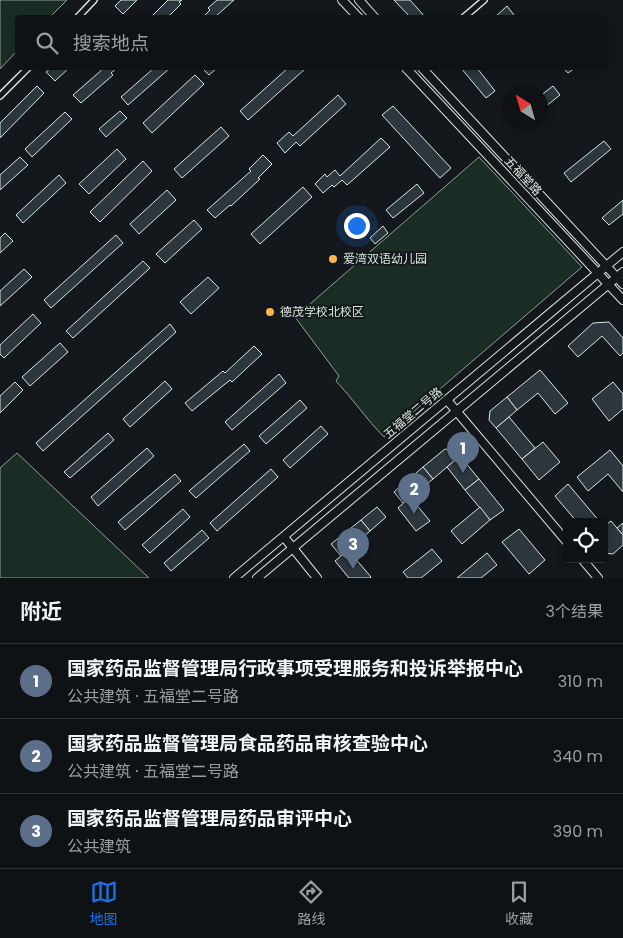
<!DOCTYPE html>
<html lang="zh">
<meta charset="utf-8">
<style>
:root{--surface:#0f1215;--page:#181b1e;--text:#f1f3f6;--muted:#9b9ea0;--line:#2f3234;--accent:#1a73e8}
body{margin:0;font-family:Poppins,"Noto Sans SC",sans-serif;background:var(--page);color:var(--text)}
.controls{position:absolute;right:15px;bottom:15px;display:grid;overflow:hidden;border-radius:5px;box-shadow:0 2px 8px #0003}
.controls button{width:45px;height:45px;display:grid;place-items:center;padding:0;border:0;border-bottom:1px solid var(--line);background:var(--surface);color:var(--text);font:25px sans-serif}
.compass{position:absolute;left:503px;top:85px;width:45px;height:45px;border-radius:50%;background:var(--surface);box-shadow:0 2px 8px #0003;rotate:323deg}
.you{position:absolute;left:356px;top:225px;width:18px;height:18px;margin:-12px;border:4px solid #fff;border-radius:50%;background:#1a73e8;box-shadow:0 0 0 8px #1a73e833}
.badge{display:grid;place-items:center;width:32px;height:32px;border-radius:50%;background:var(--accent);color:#fff;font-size:16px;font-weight:700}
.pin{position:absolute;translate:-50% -41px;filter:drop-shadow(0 1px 2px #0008)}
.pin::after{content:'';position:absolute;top:26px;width:18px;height:15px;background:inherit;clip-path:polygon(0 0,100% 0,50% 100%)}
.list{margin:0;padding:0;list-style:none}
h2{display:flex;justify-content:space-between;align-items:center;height:65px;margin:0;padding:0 20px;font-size:21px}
h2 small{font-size:16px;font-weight:400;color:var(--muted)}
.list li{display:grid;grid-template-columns:32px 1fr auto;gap:15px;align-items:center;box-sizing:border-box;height:75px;padding:0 20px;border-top:1px solid var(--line)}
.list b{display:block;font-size:19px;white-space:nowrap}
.list p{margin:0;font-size:16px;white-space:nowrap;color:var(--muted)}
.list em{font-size:16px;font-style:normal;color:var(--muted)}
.icon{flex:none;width:28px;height:28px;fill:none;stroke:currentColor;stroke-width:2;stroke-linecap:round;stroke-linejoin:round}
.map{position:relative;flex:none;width:623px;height:578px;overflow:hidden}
.search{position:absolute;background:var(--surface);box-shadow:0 2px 8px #0003;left:15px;right:15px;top:15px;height:55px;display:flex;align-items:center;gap:12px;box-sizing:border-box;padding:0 18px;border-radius:5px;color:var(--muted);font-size:19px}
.sheet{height:290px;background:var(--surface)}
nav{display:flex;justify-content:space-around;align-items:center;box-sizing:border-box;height:70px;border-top:1px solid var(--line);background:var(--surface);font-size:14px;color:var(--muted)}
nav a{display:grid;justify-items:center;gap:2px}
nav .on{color:var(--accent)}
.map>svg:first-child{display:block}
.green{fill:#1a2d24;stroke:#939e99}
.building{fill:#2c363c;stroke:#d8e6dc}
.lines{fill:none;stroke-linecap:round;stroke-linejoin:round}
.street-casing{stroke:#d8e6dc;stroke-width:8}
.secondary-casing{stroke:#d8e6dc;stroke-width:10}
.street{stroke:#14181c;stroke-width:5}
.secondary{stroke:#14181c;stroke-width:8}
.poi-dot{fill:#ffb74d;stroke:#14181c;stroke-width:2}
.labels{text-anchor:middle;stroke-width:4;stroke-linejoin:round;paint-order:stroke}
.street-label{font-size:12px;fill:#d8e6dc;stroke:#14181c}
.poi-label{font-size:12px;fill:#d8e6dc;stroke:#14181c;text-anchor:start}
</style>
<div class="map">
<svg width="623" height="578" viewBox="0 0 623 578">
<rect width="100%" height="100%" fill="#14181c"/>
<g class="green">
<polygon points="0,0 67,0 50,17 18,18 17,51 0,69"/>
<path d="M 479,157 L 582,267 L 384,437 C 367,420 353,399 336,381 L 339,376 L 295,317 Z"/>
<polygon points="17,453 149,578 0,578 0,468"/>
</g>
<g class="building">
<polygon points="121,0 137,0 123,14 115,6"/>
<polygon points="168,0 182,0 179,2 181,4 167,18 150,18"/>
<polygon points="217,0 234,0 216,16 217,18 202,18 210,10 208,8"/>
<polygon points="394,0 410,0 426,18 411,18"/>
<polygon points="507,6 514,15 511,18 494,18"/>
<polygon points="51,68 69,68 55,81 46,72"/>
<polygon points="104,68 117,68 111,73 113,75 81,103 73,95"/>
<polygon points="154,68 170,68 128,105 121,97"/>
<polygon points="202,68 217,68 209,75"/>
<polygon points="288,68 305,69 248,120 240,111"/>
<polygon points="461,68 477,68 495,91 486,98"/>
<polygon points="563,68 575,68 568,73"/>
<polygon points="195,75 204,84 152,133 143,123"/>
<polygon points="37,86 44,93 0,138 0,123"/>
<polygon points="553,86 560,95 540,111 540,96"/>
<polygon points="338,95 346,104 300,146 296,142 285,153 277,143 289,132 293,136"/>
<polygon points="393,106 451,168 440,178 382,115"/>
<polygon points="120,111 127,118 106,137 99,129"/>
<polygon points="65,112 72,119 32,157 25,149"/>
<polygon points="516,122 526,122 520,127"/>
<polygon points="221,127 229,136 182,178 174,169"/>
<polygon points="381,138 390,147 347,185 342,180 334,187 332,185 323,193 315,184 325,174 327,177 335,170 340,176"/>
<polygon points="604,141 611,149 571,182 564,173"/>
<polygon points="117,149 126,159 89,194 79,184"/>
<polygon points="263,155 272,164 258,178 260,179 231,206 230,205 215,218 207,210 251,171 249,169"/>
<polygon points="20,157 28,165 0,190 0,175"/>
<polygon points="143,161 152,171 100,222 90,212"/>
<polygon points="59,175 66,183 23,223 16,215"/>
<polygon points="417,184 424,193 393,218 386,210"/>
<polygon points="303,187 312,197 260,244 251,234"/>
<polygon points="167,190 176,200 139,234 130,224"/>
<polygon points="623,200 623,214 609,225 602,218"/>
<polygon points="194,220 202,229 165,263 156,254"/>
<polygon points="383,226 388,233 375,244 370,238"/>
<polygon points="5,233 13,241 0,253 0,238"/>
<polygon points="116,235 123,243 51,308 44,300"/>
<polygon points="143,261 150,268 73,338 66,331"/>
<polygon points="24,269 32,277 0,306 0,291"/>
<polygon points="208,277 219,288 191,314 180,302"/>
<polygon points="33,314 41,323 4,358 0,354 0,345"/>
<polygon points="609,322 623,338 623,353 620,356 602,336 578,357 568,346 593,323"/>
<polygon points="170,324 176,332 43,451 36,443"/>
<polygon points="60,343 68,352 30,386 22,377"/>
<polygon points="254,346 262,354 232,382 230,380 192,411 185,403 223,371 225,373"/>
<polygon points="540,370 568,403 555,414 538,393 517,410 507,397"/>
<polygon points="279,374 286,383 232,430 225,422"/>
<polygon points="165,381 172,389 130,427 123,419"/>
<polygon points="15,382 23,390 0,413 0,396"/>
<polygon points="613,382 623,394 623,409 609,421 592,399"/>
<polygon points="507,397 517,410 496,428 489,420 490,411"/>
<polygon points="300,400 307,408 266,444 259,436"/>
<polygon points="509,417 535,448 522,459 496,428"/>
<polygon points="321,426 328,434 290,468 283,460"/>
<polygon points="108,433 114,440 70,478 64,472"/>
<polygon points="543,442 560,462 539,480 522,459"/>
<polygon points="244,444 250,451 196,498 189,491"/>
<polygon points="147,448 154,456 98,506 91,497"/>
<polygon points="445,449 455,451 460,456 433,479 423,467"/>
<polygon points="610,450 623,466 623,492 608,474 588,491 577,477"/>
<polygon points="460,456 479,479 465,490 447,467"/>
<polygon points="423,467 433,479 403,503 394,492"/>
<polygon points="271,469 278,477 217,531 210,523"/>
<polygon points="175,474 181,481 125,530 118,522"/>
<polygon points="479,479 504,510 490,520 465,490"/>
<polygon points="568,484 600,522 577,522 555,496"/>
<polygon points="410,497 430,521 416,531 398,508"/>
<polygon points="377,507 386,517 370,531 361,520"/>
<polygon points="480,507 490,520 462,544 451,531"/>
<polygon points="183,509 190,517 150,553 142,545"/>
<polygon points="361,520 370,531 341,556 331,544"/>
<polygon points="611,521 623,535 623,545 613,554 604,553 604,526"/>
<polygon points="623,523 623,535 617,528"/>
<polygon points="519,529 545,560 529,574 502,542"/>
<polygon points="202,530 209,538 171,571 164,563"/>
<polygon points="432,549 442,561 421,578 408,578 403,572"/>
<polygon points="348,550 371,577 370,578 349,578 335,561"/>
<polygon points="487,553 497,565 481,578 457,578"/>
</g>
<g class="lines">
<g class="street-casing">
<g id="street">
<polyline points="77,18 94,0"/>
<polyline points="463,18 484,0"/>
<polyline points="0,96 28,68"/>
</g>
</g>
<g class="secondary-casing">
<g id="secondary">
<polyline points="342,0 359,18"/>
<polyline points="359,0 375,18"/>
<polyline points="406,68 623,300"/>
<polyline points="422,68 623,284"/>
<polyline points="447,400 567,542"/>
<polyline points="284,537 317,578"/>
<polyline points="582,559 598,578"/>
<polyline points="234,578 623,252"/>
<polyline points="257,578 623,272"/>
</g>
</g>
<use href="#street" class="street"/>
<use href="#secondary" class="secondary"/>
</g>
<g class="poi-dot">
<circle cx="333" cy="259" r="5"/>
<circle cx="270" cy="312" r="5"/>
</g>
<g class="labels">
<g class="street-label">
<text transform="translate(523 176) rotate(47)" y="4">五福堂路</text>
<text transform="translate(413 413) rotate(-40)" y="4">五福堂二号路</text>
</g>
<g class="poi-label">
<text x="343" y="263">爱湾双语幼儿园</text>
<text x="280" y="316">德茂学校北校区</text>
</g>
</g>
</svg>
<div class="controls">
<button><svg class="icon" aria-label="locate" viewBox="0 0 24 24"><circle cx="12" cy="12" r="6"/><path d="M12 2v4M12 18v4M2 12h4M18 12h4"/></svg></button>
</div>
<svg class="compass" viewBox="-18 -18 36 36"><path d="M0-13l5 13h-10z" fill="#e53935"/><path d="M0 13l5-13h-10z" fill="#9b9ea0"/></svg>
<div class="you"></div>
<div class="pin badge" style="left:463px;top:473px;background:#5c6f8a">1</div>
<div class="pin badge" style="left:414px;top:514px;background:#5c6f8a">2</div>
<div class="pin badge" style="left:353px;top:569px;background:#5c6f8a">3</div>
<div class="search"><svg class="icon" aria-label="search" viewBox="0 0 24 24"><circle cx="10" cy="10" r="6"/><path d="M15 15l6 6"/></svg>搜索地点</div>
</div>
<section class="sheet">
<h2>附近<small>3个结果</small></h2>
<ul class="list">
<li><span class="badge" style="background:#5c6f8a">1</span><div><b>国家药品监督管理局行政事项受理服务和投诉举报中心</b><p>公共建筑 · 五福堂二号路</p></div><em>310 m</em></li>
<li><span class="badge" style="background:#5c6f8a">2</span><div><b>国家药品监督管理局食品药品审核查验中心</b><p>公共建筑 · 五福堂二号路</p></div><em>340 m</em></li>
<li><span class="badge" style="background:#5c6f8a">3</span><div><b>国家药品监督管理局药品审评中心</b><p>公共建筑</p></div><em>390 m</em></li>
</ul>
</section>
<nav>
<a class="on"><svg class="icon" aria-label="map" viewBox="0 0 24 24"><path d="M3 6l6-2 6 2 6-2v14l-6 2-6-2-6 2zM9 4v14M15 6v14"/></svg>地图</a>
<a><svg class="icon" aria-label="directions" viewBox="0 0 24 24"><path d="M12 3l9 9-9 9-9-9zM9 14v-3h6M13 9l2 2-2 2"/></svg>路线</a>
<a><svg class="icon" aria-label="saved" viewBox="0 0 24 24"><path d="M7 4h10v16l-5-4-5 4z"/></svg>收藏</a>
</nav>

Work to complete: In the records above, find each line that mentions the string "solid", then copy it.

Your solution:
.controls button{width:45px;height:45px;display:grid;place-items:center;padding:0;border:0;border-bottom:1px solid var(--line);background:var(--surface);color:var(--text);font:25px sans-serif}
.you{position:absolute;left:356px;top:225px;width:18px;height:18px;margin:-12px;border:4px solid #fff;border-radius:50%;background:#1a73e8;box-shadow:0 0 0 8px #1a73e833}
.list li{display:grid;grid-template-columns:32px 1fr auto;gap:15px;align-items:center;box-sizing:border-box;height:75px;padding:0 20px;border-top:1px solid var(--line)}
nav{display:flex;justify-content:space-around;align-items:center;box-sizing:border-box;height:70px;border-top:1px solid var(--line);background:var(--surface);font-size:14px;color:var(--muted)}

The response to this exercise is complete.